Adolescentes infratores encontram no futebol chance de mudar de vida

    Inspirados pelo sonho de, um dia, ser jogador profissional, garotos finalistas em Campeonato da Fundação Casa colocam em campo esperança de recomeçar

    Marcos* era mais um como tantos outros garotos na periferia de São Paulo. Seu sonho não era muito diferente da maioria da molecada: jogar futebol e ganhar dinheiro com isso. Desde que favela é favela, os golzinhos feitos com chinelos e pedras fazem parte do cenário dos becos e vielas. E contrastam com uma realidade de violência e discriminação. Seguir imaginando esse futuro nos campos pelo mundo é um desafio.

    Um abismo separa, no entanto, o sonho da realidade, aquilo que se deseja e a sobrevivência. Marcos teve que tomar justamente uma decisão. E a escolha foi pela solução mais rápida e fácil, como já diziam os Racionais MC’s: o crime. O dinheiro amaldiçoado cobrou o garoto e o jogou na Fundação Casa. Nem o nome poderia dizer com tranquilidade mais. O rosto não pode aparecer publicamente. Nem quando o sonho lá de trás começa a virar realidade em pleno Estádio do Canindé.

    As arquibancadas já não são as mesmas de alguns anos. A camisa rubroverde deixou de passar respeito aos adversários, ao mesmo tempo em que a fábrica de craques ficou no passado. Uma dívida de R$ 354 milhões deixa a Portuguesa prestes a vender a sua casa, onde por lá driblaram craques da seleção brasileira. Estado quase terminal incapaz de diminuir a conquista de mais de 30 garotos.

    Arthur Stabile/Ponte.org

    O estádio recebeu a final da Copa Casa, campeonato disputados entre garotos dos centros socioeducativos da Fundação. Marcos vestia a camisa vermelha e branca da Casa Paulista conta a verde e azul da Madre Teresa de Calcutá, de Iaras. Um passo pequeno para quem vê de fora, um pulo gigantesco em busca dos que vestiram as chuteiras, os uniformes e jogavam a valer. Há quem conseguiu, através do futebol, deixar a fundação e virar um jogador profissional.

    Um deles é Jadson Ailton, o Negão, que teve o sonho realizado após um campeonato da Fundação.
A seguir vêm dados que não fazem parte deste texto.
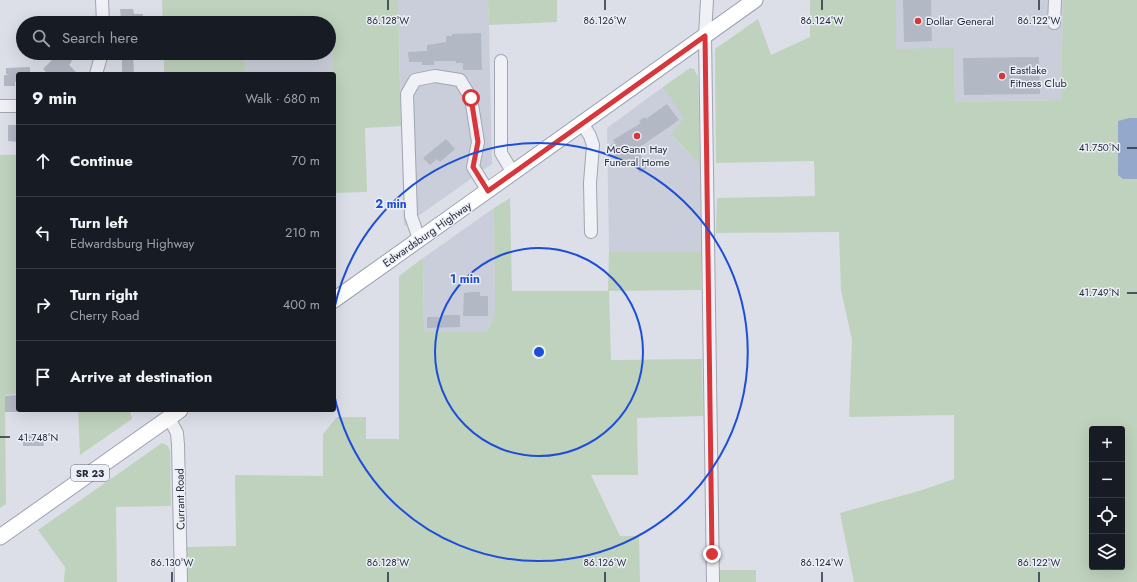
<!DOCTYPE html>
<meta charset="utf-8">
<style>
body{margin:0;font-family:Jost,sans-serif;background:#20242c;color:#f1f3f6}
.controls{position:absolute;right:12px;bottom:12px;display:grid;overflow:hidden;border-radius:4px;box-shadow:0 4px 16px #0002}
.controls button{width:36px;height:36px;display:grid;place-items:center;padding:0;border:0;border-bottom:1px solid #363941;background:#171b24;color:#f1f3f6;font:20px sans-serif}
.stop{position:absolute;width:12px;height:12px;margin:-9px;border:3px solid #d8363a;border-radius:50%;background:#fff}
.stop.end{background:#d8363a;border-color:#fff;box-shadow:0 1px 4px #0008}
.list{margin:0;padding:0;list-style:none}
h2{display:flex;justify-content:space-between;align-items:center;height:52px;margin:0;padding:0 16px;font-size:17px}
h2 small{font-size:13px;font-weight:400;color:#9ea1a6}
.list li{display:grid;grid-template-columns:26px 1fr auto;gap:12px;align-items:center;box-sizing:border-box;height:72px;padding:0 16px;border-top:1px solid #363941}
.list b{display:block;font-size:15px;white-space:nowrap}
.list p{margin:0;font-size:13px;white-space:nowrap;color:#9ea1a6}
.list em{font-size:13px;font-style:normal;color:#9ea1a6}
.icon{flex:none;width:22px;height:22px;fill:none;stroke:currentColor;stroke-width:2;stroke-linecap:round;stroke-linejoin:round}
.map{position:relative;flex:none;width:1137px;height:582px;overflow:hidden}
.search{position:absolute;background:#171b24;box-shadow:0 4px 16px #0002;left:16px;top:16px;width:320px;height:44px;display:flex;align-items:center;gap:10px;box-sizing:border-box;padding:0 14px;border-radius:22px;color:#9ea1a6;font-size:15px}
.panel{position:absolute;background:#171b24;box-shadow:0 4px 16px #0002;left:16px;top:72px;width:320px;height:340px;border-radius:4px}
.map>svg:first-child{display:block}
.built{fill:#caceda}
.green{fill:#bfd2bd;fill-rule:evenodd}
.water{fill:#94a8cb}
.building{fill:#b3b8c5}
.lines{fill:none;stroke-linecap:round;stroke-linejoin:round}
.minor-casing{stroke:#a1a5b2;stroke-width:14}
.major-casing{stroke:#9ba2b4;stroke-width:17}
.minor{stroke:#eff1f6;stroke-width:12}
.major{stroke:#fff;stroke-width:15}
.route{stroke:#d8363a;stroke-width:5}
.ticks{fill:none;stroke:#252b3f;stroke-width:1.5}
.ring{fill:none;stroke:#1d4ed8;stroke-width:2}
.poi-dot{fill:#d8363a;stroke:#eceff5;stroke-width:1.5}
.labels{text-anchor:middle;stroke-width:3;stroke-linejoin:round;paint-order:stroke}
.shield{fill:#eceff5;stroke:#616676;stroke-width:1}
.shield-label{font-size:10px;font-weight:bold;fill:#252b3f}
.poi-label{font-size:11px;fill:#252b3f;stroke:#eceff5;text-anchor:start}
.street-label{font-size:11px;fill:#252b3f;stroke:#eceff5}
.ticks-label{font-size:10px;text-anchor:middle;fill:#252b3f;stroke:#eceff5;stroke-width:3;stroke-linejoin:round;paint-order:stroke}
.centre{fill:#1d4ed8;stroke:#eceff5;stroke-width:2}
.ring-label{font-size:12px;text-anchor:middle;font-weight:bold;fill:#1d4ed8;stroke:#eceff5;stroke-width:3;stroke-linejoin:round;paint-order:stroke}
</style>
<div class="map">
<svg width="1137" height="582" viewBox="0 0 1137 582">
<rect width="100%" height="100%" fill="#dcdfe8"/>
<path class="built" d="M398,0H488L489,25L492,164L404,226Z
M896,0H1063L1061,100L955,102L954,49H896Z
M329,41H332L333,74H246L245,53H329Z
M663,87L685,118L671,134L700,165L701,252H609L607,128Z
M494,208L495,314L487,332L424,333L423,258Z"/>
<path class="green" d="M162,0H398L401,126L365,128L367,192L335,193L332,42L329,41V23H163Z
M488,0H557V22L489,25Z
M810,0H896V49L954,48L955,102L1061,100L1063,0H1137V118H1129L1123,179H1137V582H854L840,513L922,490L954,479V415L849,417L852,340L841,290L839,232L716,233L717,198L815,196L814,161L716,163L715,49L758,19L771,55L810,37ZM1092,429H1122V567H1092Z
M164,53H245L246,74H164Z
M690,68L694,69L698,77L700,165L671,134L684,118L663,87Z
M0,155H18V394L5,395L6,504L0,508Z
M510,198L512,291H608L609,252H701V290L609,291L611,360L702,359L703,416L637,418L638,475H591L620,536H639L640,582H187L186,547L236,546L235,475L323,476V434L337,417H366V439H399V276L423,258L424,332H487L495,314L494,208Z
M78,410H130L132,419L80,455Z
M162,443L168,446L170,451L171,506L116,507L117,582H64L65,567L38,530Z
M719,570H756V582H719Z"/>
<path class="water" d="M1129,118H1137V179H1123L1118,175V121Z"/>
<path class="building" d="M903,0H931L932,41L904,42Z
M120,9H133L134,14H143V23H124V20H121Z
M481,33L482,70H463V63H456V61H434V65H422V62H409L408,52L427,51V45L446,42V36H452V34Z
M59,53H64L72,61L69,65L78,74H48L43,69Z
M122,53H133L134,74H122Z
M1039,57L1040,94L964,95L963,58Z
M30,67V74H18V81L15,82V86H4V75H9L6,74V68Z
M667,104L679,120L637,149L648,167L640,173L630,160L628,162L626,160L620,164L608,147L615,142L613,140L641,123L639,121L645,117L646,119Z
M8,125H18V142L8,141Z
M446,139L455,149L440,162L437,159L430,165L423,158Z
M473,292H480V296H488V316H463L464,293Z
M442,315H460V327L427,328V317H442Z
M17,395V412H5V396Z
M43,434L44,446H23V435Z"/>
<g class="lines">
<g class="minor-casing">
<path id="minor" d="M102,0L103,23
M707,0L705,35L713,582
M1054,23L1055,0
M501,61V153L513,173
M96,74L102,53
M0,106H18
M582,123L590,136L593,145L590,183L591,232
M419,239L411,216L407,94L415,80L435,76L460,80L471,98L478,142L473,167L488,191
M169,418L177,433L178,445L181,582"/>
</g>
<g class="major-casing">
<path id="major" d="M334,300L755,0
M0,537L180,410"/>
</g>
<use href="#minor" class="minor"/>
<use href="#major" class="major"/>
</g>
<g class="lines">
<path class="route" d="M471,98L478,142L473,167L488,191L705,36L712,554"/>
</g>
<path class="ticks" d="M388,0V10M605,0V10M822,0V10M1039,0V10M1127,148H1137M1127,293H1137M0,437H10M172,572V582M388,572V582M605,572V582M822,572V582M1039,572V582"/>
<g class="ring">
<circle cx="539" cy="352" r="104"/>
<path d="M334 310A209 209 0 1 1 334 394"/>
</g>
<g class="poi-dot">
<circle cx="918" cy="21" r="4"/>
<circle cx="1002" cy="76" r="4"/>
<circle cx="637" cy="136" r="4"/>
</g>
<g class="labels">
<rect class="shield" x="71" y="465" width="38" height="16" rx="3"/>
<g class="shield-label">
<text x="90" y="477">SR 23</text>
</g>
<g class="poi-label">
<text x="926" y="25">Dollar General</text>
<text x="1010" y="74">Eastlake<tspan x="1010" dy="13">Fitness Club</tspan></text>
<text x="637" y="153" text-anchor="middle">McGann Hay<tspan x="637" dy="13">Funeral Home</tspan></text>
</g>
<g class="street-label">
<text transform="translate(427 234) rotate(-35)" y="4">Edwardsburg Highway</text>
<text transform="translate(180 499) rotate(-91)" y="4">Currant Road</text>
</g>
</g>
<g class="ticks-label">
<text x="388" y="24">86.128°W</text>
<text x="605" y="24">86.126°W</text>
<text x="822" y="24">86.124°W</text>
<text x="1039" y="24">86.122°W</text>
<text x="1099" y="151">41.750°N</text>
<text x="1099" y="296">41.749°N</text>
<text x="38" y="441">41.748°N</text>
<text x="172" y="566">86.130°W</text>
<text x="388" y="566">86.128°W</text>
<text x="605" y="566">86.126°W</text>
<text x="822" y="566">86.124°W</text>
<text x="1039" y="566">86.122°W</text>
</g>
<circle cx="539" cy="352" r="6" class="centre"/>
<g class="ring-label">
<text x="391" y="208">2 min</text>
<text x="465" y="283">1 min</text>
</g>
</svg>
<div class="controls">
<button>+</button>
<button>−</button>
<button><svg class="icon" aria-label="locate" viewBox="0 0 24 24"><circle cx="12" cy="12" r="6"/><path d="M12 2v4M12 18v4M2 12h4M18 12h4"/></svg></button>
<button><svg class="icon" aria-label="layers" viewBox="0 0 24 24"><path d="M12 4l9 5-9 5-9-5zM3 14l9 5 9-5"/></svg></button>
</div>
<div class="stop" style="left:471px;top:98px"></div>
<div class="stop end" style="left:712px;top:554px"></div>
<div class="search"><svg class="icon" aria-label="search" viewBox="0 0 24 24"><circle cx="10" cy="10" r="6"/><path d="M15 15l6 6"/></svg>Search here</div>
<section class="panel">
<h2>9 min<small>Walk · 680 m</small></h2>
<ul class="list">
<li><svg class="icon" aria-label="ahead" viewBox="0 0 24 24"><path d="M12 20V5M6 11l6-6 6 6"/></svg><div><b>Continue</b></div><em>70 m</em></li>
<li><svg class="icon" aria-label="left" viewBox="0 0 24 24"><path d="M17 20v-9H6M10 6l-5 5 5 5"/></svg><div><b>Turn left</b><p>Edwardsburg Highway</p></div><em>210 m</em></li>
<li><svg class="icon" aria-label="right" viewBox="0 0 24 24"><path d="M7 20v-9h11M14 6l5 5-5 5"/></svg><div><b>Turn right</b><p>Cherry Road</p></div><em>400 m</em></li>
<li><svg class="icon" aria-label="arrive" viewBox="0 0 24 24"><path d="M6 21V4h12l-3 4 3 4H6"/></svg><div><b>Arrive at destination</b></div></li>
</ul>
</section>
</div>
Sua habilidade chamou a atenção ao ponto dele ser contratado pelo Grêmio, de Porto Alegre, em 2017, clube que acabou campeão da Copa Libertadores e se consagrou como o segundo melhor time do mundo no ano passado, ao perder a final do Mundial de Clubes para o Real Madrid de Cristiano Ronaldo, por 1 a 0.

    Foto: Maria Vitória Ramos/Ponte.org

    “Eu passei por um momento em que pensei ‘não é para mim’, porque tem pessoas que vão te olhar diferente. O importante é tu manter focado, cabeça erguida, acreditar no que realmente quer e pensar na sua família, no bem deles”, conta o atacante, recentemente contratado pelo Internacional, rival do Grêmio, que assistiu a final da Copa. Ele viu o time de Marcos vencer por 4 a 0 com facilidade.

    “Foi um aprendizado para todo mundo, incentiva a mudar de vida”, diz o garoto Marcos, após levantar a taça e comemorar com os companheiros. Eles fizeram uma ligação em vídeo pelo celular para comemorar com o diretor da unidade, que estava de férias. Um dos jovens, vestido com a camisa 7, chamou a atenção de Jadson. Magro, alto, rápido, habilidoso. “Esse é bola”, definiu o jogador profissional, ex-interno da Fundação, em um linguajar tipicamente “boleiro” sobre um atleta que demonstra ter futuro.

    Foto: Maria Vitória Ramos/Ponte.org

    Terminada a comemoração, Jadson fez questão de sentar ao lado do número 7. A conversa entre os dois durou cerca de cinco minutos. Eram dicas e incentivos. Mais do que exaltar o talento nato do campeão, a intenção do jogador era mostrar a ele: ‘você pode’. Parece pouco tempo no relógio, mas na esperança e no sonho, o tempo mais importante do mundo para aquele garoto. O ex-interno disse: ‘vou ver o que consigo fazer’.

    A promessa de tentar uma vaga, ainda que sem garantias, é suficiente para reviver o sonho juvenil da época dos golzinhos feitos com chinelo e pedra. E renascer com mais força. Afinal, como diria Inquérito: “se a gente só sonha, não corre, só dorme, faz o pijama virar uniforme”. O uniforme em mente é outro. Não é o pijama de casa, muito menos o da Fundação. É um sem cor definida ou seja lá qual for número nas costas. Acima de tudo tem camisa, short, meião e chuteiras. Tudo isso sustentado por um menino que tem nos pés um coração cheio de sonhos.